General Lobbying, New in Lobbying, Staff Changes

Mercury pulls five lobbyists off foreign accounts

Mercury Public Affairs has pulled five of its lobbyists off foreign accounts, including a former top aide to a US senator just two days before he started representing the government of Haiti.

The terminations are disclosed in a new lobbying filing that was signed by Mercury counsel Leonardo Dosoretz on May 28. Among those no longer conducting political activities on behalf of foreign clients is Adam Bramwell, the former chief of staff to Senate Foreign Relations Committee member Chris Coons (D-Del.), who had registered as a Haiti lobbyist on March 26.

Also affected are:

  • Michael Crittenden, who had been registered to lobby for former British energy minister Gregory Barker, the executive chairman of Russian energy and metals giant En+ Group;
  • Erica Dumas, formerly registered to lobby for Libya’s Government of National Accord and the Turkey-US Business Council (TAIK);
  • Siobhan Harley, who had been lobbying for the Libyan government; and
  • Steven Hilton, who had been registered to lobby for Barker, the Turkey-US Business Council, the Libyan government and the Turkish Embassy in Washington.

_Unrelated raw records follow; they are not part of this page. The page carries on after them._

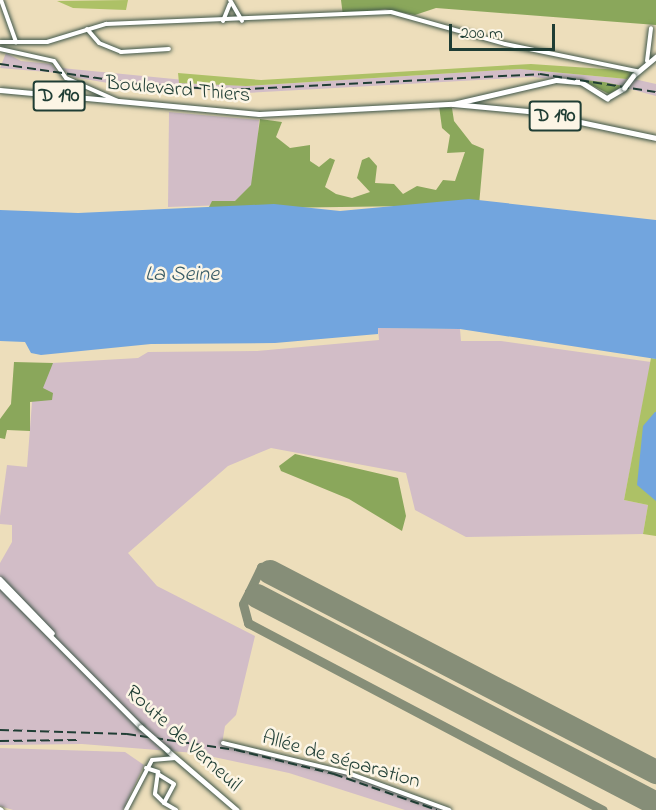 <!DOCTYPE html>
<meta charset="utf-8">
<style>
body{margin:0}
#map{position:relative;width:656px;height:810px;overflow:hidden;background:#eddebb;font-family:"Indie Flower",sans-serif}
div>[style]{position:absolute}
.industrial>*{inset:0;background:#d2bdc7}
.green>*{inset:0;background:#adc166}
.forest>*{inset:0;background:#8aa75b}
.water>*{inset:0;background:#72a5de}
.taxiway>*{height:9px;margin:-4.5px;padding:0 4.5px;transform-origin:4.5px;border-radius:4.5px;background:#868e78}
.runway>*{height:24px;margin:-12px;padding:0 12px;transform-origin:12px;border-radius:12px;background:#868e78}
.roads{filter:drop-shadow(0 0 2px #3e5548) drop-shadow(0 0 2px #3e5548)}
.minor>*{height:4px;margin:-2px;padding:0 2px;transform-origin:2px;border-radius:2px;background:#fff}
.tertiary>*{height:4.5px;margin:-2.25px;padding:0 2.25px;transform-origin:2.25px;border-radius:2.25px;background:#fff}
.secondary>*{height:4.5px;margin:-2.25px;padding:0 2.25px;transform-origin:2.25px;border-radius:2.25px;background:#fff}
.primary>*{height:5px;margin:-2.5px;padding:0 2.5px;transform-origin:2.5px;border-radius:2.5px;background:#fff}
.rail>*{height:1.5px;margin-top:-0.75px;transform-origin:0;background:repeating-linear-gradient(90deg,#1f3d34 0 9px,transparent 0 13.5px)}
.bridges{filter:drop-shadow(0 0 2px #3e5548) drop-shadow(0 0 2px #3e5548)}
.tertiary-bridge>*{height:4.5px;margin:-2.25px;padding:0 2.25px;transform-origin:2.25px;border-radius:2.25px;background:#fff}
.secondary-bridge>*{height:4.5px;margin:-2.25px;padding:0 2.25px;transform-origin:2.25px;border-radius:2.25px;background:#fff}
span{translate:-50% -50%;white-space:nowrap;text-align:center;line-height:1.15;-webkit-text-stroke:5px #fcf5e5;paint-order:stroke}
.shield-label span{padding:2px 4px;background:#fcf5e5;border:2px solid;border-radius:4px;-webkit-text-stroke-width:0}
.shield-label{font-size:20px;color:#1f3d34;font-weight:700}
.street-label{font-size:21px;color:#1f3d34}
.water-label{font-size:22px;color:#385c67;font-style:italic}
.scale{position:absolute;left:449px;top:24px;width:106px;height:27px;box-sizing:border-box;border:3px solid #1f3d34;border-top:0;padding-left:8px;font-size:18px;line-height:21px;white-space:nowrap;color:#1f3d34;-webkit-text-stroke:4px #fcf5e5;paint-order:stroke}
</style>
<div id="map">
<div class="industrial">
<i style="clip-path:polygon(6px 53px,21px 61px,51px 64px,59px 73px,0 68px)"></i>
<i style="clip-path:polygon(61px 68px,246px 86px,520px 69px,627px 79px,623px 86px,532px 77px,247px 93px,108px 83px,73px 77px)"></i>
<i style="clip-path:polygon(634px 79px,656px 84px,656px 96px,626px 88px)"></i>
<i style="clip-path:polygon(169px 112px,259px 120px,255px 204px,168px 207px)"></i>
<i style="clip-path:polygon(378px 328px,460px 329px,461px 341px,501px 341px,651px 362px,624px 500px,648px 505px,643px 534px,466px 537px,415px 510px,406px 473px,271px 448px,228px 466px,128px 553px,157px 586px,255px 636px,236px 715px,225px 726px,222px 744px,348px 775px,444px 810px,405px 810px,289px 773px,195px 753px,82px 744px,0 745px,0 563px,12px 542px,12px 525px,0 524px,0 516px,7px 465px,27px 467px,35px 364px,138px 358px,148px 352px,257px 351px,379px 340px)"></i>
<i style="clip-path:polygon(0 748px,125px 752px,144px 765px,123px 810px,13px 810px,0 806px)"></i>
</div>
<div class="green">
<i style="clip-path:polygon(128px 0,126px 10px,73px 8px,57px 1px)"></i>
<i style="clip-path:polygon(531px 64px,634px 71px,627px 79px,520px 69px,246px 86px,179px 83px,178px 73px,261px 80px)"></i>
<i style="clip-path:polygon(651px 358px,656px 359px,656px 536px,643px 534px,648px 505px,624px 500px)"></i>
</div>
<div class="forest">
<i style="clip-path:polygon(341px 0,656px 0,656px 25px,436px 8px,415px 15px,385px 9px,343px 16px)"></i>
<i style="clip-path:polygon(564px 78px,604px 82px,623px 86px,609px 94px,582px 80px)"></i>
<i style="clip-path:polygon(439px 106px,452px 108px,454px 121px,472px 144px,484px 149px,479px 205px,208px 209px,212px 201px,235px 201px,251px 185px,260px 119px,282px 122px,276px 137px,290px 148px,310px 145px,310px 161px,319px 167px,330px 158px,335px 160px,325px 187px,336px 194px,352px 198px,370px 192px,357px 178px,362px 160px,369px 157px,377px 166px,375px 183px,394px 184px,403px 194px,417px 186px,436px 190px,443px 180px,455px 181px,465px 152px,447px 153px,450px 135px,442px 128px)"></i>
<i style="clip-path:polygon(14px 362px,53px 363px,43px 388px,53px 393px,52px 400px,30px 402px,30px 431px,7px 430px,5px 439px,0 438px,0 419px,11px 404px)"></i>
<i style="clip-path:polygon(295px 454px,398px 478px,406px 516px,402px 531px,349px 499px,281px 471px,279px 466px)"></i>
</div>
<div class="water">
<i style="clip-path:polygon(469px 199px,656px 220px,656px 359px,460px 329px,378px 328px,378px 334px,275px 343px,151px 344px,41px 355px,31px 353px,25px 342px,0 341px,0 210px,78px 213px,274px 204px,340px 211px)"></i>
<i style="clip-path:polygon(655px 412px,656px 412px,656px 501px,637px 485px,643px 426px)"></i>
</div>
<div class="taxiway">
<i style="left:249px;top:592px;width:28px;rotate:-64deg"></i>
<i style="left:261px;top:567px;width:10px;rotate:29deg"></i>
<i style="left:257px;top:596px;width:9px;rotate:-153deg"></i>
<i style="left:249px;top:592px;width:13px;rotate:117deg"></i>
<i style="left:243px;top:604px;width:20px;rotate:75deg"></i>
<i style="left:248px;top:623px;width:401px;rotate:27.8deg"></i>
</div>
<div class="runway">
<i style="left:270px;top:572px;width:435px;rotate:27.4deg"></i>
<i style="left:257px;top:596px;width:450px;rotate:27.5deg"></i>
</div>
<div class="roads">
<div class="minor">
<i style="left:1px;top:0;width:45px;rotate:70.3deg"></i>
<i style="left:230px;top:0;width:24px;rotate:60deg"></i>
<i style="left:223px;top:21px;width:18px;rotate:-68deg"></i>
<i style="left:87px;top:29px;width:18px;rotate:49deg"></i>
<i style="left:99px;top:43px;width:24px;rotate:22deg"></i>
<i style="left:121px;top:52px;width:48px;rotate:-3.6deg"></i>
<i style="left:0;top:42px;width:47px"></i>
<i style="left:47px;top:42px;width:62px;rotate:-17deg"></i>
<i style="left:106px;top:24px;width:285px;rotate:-2.4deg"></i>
<i style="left:391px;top:12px;width:118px;rotate:15.7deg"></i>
<i style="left:505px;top:44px;width:135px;rotate:11.6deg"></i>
<i style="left:0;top:49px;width:55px;rotate:12.5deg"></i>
<i style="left:54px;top:61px;width:21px;rotate:55deg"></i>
<i style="left:66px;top:78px;width:57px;rotate:23.9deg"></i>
<i style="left:647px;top:61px;width:33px;rotate:-83deg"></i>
<i style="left:223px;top:743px;width:129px;rotate:13.5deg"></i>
<i style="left:348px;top:773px;width:108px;rotate:20.1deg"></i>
<i style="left:146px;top:768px;width:13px;rotate:18deg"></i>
<i style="left:158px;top:772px;width:22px;rotate:98deg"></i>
<i style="left:155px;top:794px;width:13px;rotate:45deg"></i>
<i style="left:164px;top:803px;width:21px;rotate:-62deg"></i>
<i style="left:174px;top:784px;width:19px;rotate:-148deg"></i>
<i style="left:164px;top:803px;width:14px;rotate:30deg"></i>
<i style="left:0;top:809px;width:2px;rotate:27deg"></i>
<i style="left:126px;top:810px;width:56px;rotate:-62.5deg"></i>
<i style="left:152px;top:760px;width:24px;rotate:-5deg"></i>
</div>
<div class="tertiary">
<i style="left:633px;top:76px;width:30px;rotate:-40deg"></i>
<i style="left:453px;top:104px;width:106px;rotate:-13.1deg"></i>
<i style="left:556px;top:80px;width:25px;rotate:5deg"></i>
<i style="left:581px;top:82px;width:31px;rotate:32deg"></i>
<i style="left:607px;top:98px;width:20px;rotate:-30deg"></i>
</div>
<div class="secondary">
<i style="left:0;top:579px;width:75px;rotate:46.1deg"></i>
<i style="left:0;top:585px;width:200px;rotate:45.2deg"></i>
<i style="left:167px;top:750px;width:92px;rotate:40.6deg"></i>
</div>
<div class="primary">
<i style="left:0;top:90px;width:260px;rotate:5.3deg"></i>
<i style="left:259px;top:114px;width:194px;rotate:-3deg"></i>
<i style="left:453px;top:104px;width:75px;rotate:5.3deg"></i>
<i style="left:528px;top:111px;width:131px;rotate:11.9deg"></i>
</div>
</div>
<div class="rail">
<i style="left:0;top:64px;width:140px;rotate:8.2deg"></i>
<i style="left:139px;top:84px;width:89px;rotate:3.9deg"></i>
<i style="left:228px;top:90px;width:312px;rotate:-2.9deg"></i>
<i style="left:540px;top:74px;width:117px;rotate:8.8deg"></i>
<i style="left:0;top:730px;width:127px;rotate:1.8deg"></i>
<i style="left:127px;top:734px;width:110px;rotate:8.4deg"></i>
<i style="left:236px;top:750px;width:101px;rotate:13.8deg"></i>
<i style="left:334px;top:774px;width:109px;rotate:19.3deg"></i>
<i style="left:0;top:741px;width:77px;rotate:-0.7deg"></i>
</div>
<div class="bridges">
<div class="tertiary-bridge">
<i style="left:624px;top:88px;width:15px;rotate:-53deg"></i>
</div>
<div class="secondary-bridge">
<i style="left:141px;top:727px;width:35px;rotate:41deg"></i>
</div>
</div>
<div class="shield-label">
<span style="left:59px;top:96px">D 190</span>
<span style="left:555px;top:116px">D 190</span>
</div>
<div class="street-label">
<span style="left:178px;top:90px;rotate:5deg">Boulevard Thiers</span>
<span style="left:183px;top:739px;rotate:42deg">Route de Verneuil</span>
<span style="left:341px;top:760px;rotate:16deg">Allée de séparation</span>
</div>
<div class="water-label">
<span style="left:182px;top:276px">La Seine</span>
</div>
<div class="scale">200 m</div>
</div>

In addition, Senior Vice President Deirdre Stach has stopped representing Barker’s En+ Group. She continues to lobby for the government of Libya, Zimbawe’s ministry of Foreign Affairs and International Trade (through Mercury International UK), the Turkey-US Business Council, Nnamdi Kanu of the Indigenous
People of Biafra and partially state-owned Chinese video surveillance manufacturer Hikvision USA.

Mercury did not respond to a request for comment about the changes.